Linchamentos virtuais: o que motiva os atos e a gravidade desse comportamento na sociedade atual
Enviada em 15/01/2021
Historicamente, os linchamentos populares estão presentes na sociedade. Isto é, há décadas, em algumas cidades brasileiras ainda ocorre o linchamento simbólico de Judas. Além disso, a cultura dos justiceiros atrelada à impunidade, torna os linchamentos virtuais uma herança nociva para os cidadãos atuais e, ainda mais, para as gerações futuras, já que as consequências serão sentidas por muitas gerações, caso o cenário não seja remediado.
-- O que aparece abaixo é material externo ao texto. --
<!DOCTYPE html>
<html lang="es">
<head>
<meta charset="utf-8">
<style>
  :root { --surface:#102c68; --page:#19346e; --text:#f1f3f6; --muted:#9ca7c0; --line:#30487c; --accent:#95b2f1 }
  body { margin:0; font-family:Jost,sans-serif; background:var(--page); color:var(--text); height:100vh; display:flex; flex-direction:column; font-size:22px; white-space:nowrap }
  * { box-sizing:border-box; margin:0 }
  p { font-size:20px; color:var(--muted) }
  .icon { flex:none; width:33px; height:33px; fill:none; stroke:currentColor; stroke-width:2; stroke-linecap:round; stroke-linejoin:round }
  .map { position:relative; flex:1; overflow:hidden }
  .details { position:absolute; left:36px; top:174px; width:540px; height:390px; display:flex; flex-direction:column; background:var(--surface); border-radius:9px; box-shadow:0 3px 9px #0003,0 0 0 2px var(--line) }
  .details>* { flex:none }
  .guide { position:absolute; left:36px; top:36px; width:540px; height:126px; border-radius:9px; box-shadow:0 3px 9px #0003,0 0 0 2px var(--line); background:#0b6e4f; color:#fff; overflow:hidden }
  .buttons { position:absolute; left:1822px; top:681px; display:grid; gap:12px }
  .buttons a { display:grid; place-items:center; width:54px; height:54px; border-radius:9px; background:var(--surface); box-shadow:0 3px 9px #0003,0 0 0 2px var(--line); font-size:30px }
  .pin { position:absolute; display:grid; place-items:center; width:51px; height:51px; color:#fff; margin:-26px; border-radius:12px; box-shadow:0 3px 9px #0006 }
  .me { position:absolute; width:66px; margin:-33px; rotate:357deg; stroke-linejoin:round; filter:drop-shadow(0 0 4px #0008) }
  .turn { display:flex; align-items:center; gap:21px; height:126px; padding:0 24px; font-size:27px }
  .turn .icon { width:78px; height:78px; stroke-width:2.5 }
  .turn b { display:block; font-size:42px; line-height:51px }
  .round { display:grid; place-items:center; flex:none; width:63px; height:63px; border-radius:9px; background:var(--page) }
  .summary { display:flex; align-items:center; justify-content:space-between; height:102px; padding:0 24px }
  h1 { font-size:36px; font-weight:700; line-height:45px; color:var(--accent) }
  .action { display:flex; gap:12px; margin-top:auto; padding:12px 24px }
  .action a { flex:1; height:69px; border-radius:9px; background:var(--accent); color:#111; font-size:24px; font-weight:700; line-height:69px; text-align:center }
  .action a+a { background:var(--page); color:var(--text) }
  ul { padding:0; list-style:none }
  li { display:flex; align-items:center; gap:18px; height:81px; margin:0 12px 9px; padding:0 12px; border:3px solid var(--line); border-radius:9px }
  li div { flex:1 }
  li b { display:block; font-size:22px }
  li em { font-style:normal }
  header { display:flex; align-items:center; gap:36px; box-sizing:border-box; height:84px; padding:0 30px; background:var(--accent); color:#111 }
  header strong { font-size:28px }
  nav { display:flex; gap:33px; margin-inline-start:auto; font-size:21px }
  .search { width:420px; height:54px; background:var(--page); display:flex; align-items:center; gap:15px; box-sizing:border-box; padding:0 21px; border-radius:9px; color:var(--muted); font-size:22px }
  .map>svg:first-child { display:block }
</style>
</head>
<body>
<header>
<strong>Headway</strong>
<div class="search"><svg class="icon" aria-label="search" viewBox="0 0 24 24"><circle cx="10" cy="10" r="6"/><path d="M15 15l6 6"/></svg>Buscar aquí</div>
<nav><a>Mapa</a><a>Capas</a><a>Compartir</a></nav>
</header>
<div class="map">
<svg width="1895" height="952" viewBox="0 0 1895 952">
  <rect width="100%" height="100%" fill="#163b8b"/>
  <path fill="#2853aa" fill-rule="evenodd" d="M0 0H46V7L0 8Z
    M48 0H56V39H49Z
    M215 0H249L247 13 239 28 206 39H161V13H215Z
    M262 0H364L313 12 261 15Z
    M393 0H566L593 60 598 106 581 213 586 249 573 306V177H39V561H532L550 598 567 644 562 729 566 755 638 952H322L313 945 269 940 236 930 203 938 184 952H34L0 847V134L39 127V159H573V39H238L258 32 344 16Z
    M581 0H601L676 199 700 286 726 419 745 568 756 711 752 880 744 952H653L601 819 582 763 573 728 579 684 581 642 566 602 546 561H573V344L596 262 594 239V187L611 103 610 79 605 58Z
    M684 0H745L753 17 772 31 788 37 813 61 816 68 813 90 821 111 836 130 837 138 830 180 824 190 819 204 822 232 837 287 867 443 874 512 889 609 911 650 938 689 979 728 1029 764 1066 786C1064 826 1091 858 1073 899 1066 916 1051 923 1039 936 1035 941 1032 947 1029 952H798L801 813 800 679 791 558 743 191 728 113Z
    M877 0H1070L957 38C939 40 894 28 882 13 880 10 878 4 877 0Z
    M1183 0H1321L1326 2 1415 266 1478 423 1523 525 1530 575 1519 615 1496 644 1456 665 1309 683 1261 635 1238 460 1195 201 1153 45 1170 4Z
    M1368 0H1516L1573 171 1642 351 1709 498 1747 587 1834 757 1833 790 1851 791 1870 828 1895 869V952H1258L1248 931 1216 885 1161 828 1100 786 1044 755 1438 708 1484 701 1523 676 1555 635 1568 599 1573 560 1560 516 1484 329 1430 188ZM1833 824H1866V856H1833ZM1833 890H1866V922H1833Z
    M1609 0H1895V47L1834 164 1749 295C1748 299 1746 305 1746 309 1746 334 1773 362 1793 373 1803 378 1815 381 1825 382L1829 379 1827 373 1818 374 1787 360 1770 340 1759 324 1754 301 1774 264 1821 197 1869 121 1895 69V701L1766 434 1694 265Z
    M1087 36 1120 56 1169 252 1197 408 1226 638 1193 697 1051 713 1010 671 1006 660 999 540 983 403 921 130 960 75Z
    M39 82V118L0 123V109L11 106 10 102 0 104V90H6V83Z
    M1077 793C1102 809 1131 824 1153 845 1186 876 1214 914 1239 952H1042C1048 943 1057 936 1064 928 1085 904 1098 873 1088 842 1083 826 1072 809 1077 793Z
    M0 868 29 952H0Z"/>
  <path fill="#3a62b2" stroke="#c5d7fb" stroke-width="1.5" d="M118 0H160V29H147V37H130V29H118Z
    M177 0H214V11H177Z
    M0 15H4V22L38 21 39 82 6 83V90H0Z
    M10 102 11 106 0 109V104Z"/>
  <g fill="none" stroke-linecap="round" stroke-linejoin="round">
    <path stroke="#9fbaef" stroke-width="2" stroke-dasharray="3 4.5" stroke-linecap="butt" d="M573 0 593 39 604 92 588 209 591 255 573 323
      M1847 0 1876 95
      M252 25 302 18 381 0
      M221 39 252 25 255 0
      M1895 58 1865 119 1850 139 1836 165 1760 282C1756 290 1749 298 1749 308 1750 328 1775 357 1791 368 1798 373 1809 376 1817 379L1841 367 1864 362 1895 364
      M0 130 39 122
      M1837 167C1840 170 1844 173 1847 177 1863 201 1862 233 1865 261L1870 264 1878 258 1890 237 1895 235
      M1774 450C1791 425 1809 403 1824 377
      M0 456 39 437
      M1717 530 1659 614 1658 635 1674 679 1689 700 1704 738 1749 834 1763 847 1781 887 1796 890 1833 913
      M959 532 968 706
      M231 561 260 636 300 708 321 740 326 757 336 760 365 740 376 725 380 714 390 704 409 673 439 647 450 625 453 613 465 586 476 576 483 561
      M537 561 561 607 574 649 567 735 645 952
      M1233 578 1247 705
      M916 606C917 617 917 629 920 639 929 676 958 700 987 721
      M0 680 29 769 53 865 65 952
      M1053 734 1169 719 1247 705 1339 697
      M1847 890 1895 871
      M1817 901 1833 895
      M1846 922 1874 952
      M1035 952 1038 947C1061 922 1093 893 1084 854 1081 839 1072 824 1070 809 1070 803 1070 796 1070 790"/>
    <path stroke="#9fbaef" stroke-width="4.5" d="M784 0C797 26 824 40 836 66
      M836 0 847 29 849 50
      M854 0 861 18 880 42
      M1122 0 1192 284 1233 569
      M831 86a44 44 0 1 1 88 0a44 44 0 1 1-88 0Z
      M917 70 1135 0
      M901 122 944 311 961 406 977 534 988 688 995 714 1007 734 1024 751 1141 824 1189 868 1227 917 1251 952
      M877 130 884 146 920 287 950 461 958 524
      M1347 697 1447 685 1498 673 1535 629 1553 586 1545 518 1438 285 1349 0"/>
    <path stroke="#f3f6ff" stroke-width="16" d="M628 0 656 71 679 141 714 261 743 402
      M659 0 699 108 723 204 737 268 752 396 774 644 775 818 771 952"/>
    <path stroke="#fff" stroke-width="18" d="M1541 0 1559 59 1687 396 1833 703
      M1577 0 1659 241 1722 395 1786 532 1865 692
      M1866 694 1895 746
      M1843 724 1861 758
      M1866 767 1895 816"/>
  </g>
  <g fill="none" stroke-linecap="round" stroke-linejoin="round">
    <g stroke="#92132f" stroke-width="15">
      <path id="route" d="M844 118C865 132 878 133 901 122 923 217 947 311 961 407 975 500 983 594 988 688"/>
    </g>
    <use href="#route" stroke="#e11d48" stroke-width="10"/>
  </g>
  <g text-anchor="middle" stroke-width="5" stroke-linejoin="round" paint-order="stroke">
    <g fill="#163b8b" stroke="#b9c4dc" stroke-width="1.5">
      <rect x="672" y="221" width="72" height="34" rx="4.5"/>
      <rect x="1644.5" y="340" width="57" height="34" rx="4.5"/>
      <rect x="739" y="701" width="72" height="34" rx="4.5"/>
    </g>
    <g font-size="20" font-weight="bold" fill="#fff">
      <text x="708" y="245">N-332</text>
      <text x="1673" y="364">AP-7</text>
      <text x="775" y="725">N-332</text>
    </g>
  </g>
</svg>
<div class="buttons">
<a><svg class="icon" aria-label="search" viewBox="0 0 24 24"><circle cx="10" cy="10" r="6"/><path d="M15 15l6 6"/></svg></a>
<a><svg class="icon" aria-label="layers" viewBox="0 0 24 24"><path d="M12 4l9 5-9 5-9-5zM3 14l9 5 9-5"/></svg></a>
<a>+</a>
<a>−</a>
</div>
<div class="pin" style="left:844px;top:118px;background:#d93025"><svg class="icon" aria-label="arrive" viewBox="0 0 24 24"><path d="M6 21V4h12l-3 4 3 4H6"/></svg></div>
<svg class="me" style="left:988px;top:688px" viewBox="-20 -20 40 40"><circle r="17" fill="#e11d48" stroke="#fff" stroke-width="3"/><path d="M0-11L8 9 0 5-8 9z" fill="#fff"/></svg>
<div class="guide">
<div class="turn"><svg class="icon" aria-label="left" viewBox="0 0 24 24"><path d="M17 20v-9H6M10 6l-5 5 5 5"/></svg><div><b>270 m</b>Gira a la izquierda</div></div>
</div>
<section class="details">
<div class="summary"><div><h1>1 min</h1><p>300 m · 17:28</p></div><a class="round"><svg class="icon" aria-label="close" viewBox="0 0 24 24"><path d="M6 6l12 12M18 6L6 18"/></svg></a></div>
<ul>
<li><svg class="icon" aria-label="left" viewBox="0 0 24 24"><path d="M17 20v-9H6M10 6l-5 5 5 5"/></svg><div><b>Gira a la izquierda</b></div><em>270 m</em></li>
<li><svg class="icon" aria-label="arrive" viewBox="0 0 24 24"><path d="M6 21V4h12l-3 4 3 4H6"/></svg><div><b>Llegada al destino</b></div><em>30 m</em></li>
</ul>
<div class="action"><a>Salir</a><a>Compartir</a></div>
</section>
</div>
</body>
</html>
Em primeira análise, na composição “Desconstrução”, Tiago Iorc aponta “nas aparências todas tão iguais. Singularidade em ruínas” , o que ratifica a homogeneidade dos usuários das redes sociais, descrita na canção que propõe ser o espelho atual da música “Construção” de Chico Buarque. Nesse sentido, a homogeneidade aparente nas redes cria tensão quando alguém dá um passo fora do padrão. Similarmente, o episódio “odiados pela nação” da série Black Mirror, mostra um cenário no qual os linchamentos virtuais alcançaram outro nível, pois os usuários têm poder de escolher quem merece morrer. Essa frieza só pode ser explicada através do conceito de despersonalização de quem está do outro lado da tela, visto que as consequências nem sempre são perceptíveis para quem ataca.
Ademais, de acordo com Leonardo Goldberg, doutor em psicologia pela Universidade de São Paulo, “os efeitos são os mesmos que se fosse fora da internet”. Isso demonstra que uma vítima dessa prática pode sofrer de depressão, ansiedade e outras doenças atreladas ao bullying. Ainda que os usuários não possam escolher quem vive e quem morre, como em Black Mirror, muitas vidas podem ser destruídas por conta dessa prática. Para se ter uma noção, a Polícia Civil aponta que a difamação está entre os três crimes cibernéticos mais recorrentes. Dessa forma, medidas mais eficientes devem ser tomadas, a fim de garantir respaldo às vítimas e punição justa aos infratores.
Em suma, os linchamentos virtuais devem receber atenção extra dos responsáveis, tendo em vista as consequências duradouras para sociedade. A priori, o Governo Federal deve instaurar leis mais abrangentes de crimes cibernéticos, usando como exemplo países que obtiveram sucesso com a problemática, visando punições proporcionais e reais, como penas de reclusão e indenizações às vítimas. A posteriori, as empresas de redes sociais, como o Facebook, Twitter e Reddit, devem criar um banco de dados em conjunto para marcar usuários que cometerem infrações graves, a fim de dificultar o acesso do infrator à vítimas em potencial. Essas medidas podem contribuir significativamente para uma cultura real e virtual mais sadia para as gerações futuras.